▶ [Task brief] Every line in the data below from the one containing "Give me a JSON" down to the one containing "Dump the readable", both included, must be retyped exactly; no other line is to appear.

──────── Dataset extract ────────

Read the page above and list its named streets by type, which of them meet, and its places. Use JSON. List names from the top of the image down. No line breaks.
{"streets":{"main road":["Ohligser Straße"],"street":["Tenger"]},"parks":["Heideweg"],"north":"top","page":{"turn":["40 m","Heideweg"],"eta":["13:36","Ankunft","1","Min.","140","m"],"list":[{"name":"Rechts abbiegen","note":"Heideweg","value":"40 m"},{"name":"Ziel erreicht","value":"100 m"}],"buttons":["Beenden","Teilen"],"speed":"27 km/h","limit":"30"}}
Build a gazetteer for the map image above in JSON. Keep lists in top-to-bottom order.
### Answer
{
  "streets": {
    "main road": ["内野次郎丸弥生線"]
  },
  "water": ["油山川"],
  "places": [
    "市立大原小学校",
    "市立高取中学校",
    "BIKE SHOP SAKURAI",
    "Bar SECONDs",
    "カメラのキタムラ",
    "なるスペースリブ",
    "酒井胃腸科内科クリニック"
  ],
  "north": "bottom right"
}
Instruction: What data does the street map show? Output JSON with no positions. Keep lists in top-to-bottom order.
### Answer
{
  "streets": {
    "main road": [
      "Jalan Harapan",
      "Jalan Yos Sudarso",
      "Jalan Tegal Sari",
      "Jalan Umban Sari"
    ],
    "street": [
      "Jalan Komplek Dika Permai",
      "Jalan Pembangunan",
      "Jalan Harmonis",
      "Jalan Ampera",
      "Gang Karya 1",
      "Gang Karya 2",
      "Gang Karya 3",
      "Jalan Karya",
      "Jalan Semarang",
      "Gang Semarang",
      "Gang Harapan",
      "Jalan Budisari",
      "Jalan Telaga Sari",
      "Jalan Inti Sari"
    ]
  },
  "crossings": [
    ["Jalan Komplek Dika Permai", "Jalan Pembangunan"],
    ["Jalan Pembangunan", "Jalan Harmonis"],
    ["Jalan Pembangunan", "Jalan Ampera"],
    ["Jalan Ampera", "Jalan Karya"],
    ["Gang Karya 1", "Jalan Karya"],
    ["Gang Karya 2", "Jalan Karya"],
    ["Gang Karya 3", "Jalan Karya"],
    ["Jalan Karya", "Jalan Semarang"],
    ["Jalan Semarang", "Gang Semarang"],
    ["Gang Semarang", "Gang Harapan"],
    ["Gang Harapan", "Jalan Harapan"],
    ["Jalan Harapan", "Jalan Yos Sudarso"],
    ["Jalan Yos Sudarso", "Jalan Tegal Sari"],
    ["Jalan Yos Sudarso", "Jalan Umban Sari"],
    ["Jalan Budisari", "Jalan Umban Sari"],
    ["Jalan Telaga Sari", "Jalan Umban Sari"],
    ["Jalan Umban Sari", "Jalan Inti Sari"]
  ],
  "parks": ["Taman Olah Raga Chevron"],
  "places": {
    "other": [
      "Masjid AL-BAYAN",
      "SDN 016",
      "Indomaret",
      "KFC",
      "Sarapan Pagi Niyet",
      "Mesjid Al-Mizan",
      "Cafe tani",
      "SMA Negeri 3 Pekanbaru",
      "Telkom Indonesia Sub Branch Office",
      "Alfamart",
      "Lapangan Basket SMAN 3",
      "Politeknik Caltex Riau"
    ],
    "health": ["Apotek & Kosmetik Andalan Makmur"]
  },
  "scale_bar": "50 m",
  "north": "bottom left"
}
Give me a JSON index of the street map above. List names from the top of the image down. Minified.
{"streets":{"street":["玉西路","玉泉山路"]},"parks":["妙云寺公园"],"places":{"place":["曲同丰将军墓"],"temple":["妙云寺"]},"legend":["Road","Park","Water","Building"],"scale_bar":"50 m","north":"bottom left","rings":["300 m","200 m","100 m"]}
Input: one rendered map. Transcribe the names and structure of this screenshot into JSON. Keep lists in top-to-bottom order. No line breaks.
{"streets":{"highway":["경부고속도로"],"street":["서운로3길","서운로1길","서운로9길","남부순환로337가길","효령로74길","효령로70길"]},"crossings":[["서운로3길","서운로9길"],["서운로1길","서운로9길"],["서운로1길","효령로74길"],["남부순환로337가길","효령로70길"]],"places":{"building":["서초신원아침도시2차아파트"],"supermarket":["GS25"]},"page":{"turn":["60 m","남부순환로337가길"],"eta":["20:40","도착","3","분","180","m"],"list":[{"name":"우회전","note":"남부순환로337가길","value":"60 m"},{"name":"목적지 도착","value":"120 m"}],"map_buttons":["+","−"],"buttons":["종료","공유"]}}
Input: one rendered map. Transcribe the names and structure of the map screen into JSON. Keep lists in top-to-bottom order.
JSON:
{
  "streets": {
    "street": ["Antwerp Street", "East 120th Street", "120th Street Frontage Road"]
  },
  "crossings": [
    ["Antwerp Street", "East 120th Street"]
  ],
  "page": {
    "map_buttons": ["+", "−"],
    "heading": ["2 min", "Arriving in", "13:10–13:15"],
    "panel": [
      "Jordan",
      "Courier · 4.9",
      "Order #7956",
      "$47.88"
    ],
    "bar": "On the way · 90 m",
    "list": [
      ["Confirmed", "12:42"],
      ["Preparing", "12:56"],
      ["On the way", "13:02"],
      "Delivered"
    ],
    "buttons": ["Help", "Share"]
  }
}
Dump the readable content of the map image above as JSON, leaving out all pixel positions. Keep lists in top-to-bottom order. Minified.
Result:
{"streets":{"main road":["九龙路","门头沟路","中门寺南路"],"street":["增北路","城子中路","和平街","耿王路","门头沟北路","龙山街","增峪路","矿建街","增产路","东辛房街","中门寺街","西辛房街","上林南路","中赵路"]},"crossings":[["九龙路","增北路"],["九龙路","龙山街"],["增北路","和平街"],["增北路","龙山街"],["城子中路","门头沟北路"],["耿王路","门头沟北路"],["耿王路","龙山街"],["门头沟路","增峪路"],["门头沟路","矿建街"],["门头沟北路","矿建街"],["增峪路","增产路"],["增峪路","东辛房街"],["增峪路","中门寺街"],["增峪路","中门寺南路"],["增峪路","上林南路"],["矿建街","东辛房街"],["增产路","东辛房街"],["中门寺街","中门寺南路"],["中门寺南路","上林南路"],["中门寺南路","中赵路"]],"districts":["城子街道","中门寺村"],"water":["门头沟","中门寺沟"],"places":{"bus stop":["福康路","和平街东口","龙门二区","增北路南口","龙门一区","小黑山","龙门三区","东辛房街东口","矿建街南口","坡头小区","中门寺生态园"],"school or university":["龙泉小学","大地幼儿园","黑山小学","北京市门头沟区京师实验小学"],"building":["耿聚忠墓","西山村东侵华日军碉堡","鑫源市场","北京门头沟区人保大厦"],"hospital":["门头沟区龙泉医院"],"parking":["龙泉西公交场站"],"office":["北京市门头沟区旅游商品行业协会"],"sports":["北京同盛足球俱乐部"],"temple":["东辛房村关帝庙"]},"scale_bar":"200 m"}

────────

▶ [Response area]
Give me a JSON index of the street map above. List names from the top of the image down. Minified.
{"streets":{"street":["玉西路","玉泉山路"]},"parks":["妙云寺公园"],"places":{"place":["曲同丰将军墓"],"temple":["妙云寺"]},"legend":["Road","Park","Water","Building"],"scale_bar":"50 m","north":"bottom left","rings":["300 m","200 m","100 m"]}
Input: one rendered map. Transcribe the names and structure of this screenshot into JSON. Keep lists in top-to-bottom order. No line breaks.
{"streets":{"highway":["경부고속도로"],"street":["서운로3길","서운로1길","서운로9길","남부순환로337가길","효령로74길","효령로70길"]},"crossings":[["서운로3길","서운로9길"],["서운로1길","서운로9길"],["서운로1길","효령로74길"],["남부순환로337가길","효령로70길"]],"places":{"building":["서초신원아침도시2차아파트"],"supermarket":["GS25"]},"page":{"turn":["60 m","남부순환로337가길"],"eta":["20:40","도착","3","분","180","m"],"list":[{"name":"우회전","note":"남부순환로337가길","value":"60 m"},{"name":"목적지 도착","value":"120 m"}],"map_buttons":["+","−"],"buttons":["종료","공유"]}}
Input: one rendered map. Transcribe the names and structure of the map screen into JSON. Keep lists in top-to-bottom order.
JSON:
{
  "streets": {
    "street": ["Antwerp Street", "East 120th Street", "120th Street Frontage Road"]
  },
  "crossings": [
    ["Antwerp Street", "East 120th Street"]
  ],
  "page": {
    "map_buttons": ["+", "−"],
    "heading": ["2 min", "Arriving in", "13:10–13:15"],
    "panel": [
      "Jordan",
      "Courier · 4.9",
      "Order #7956",
      "$47.88"
    ],
    "bar": "On the way · 90 m",
    "list": [
      ["Confirmed", "12:42"],
      ["Preparing", "12:56"],
      ["On the way", "13:02"],
      "Delivered"
    ],
    "buttons": ["Help", "Share"]
  }
}
Dump the readable content of the map image above as JSON, leaving out all pixel positions. Keep lists in top-to-bottom order. Minified.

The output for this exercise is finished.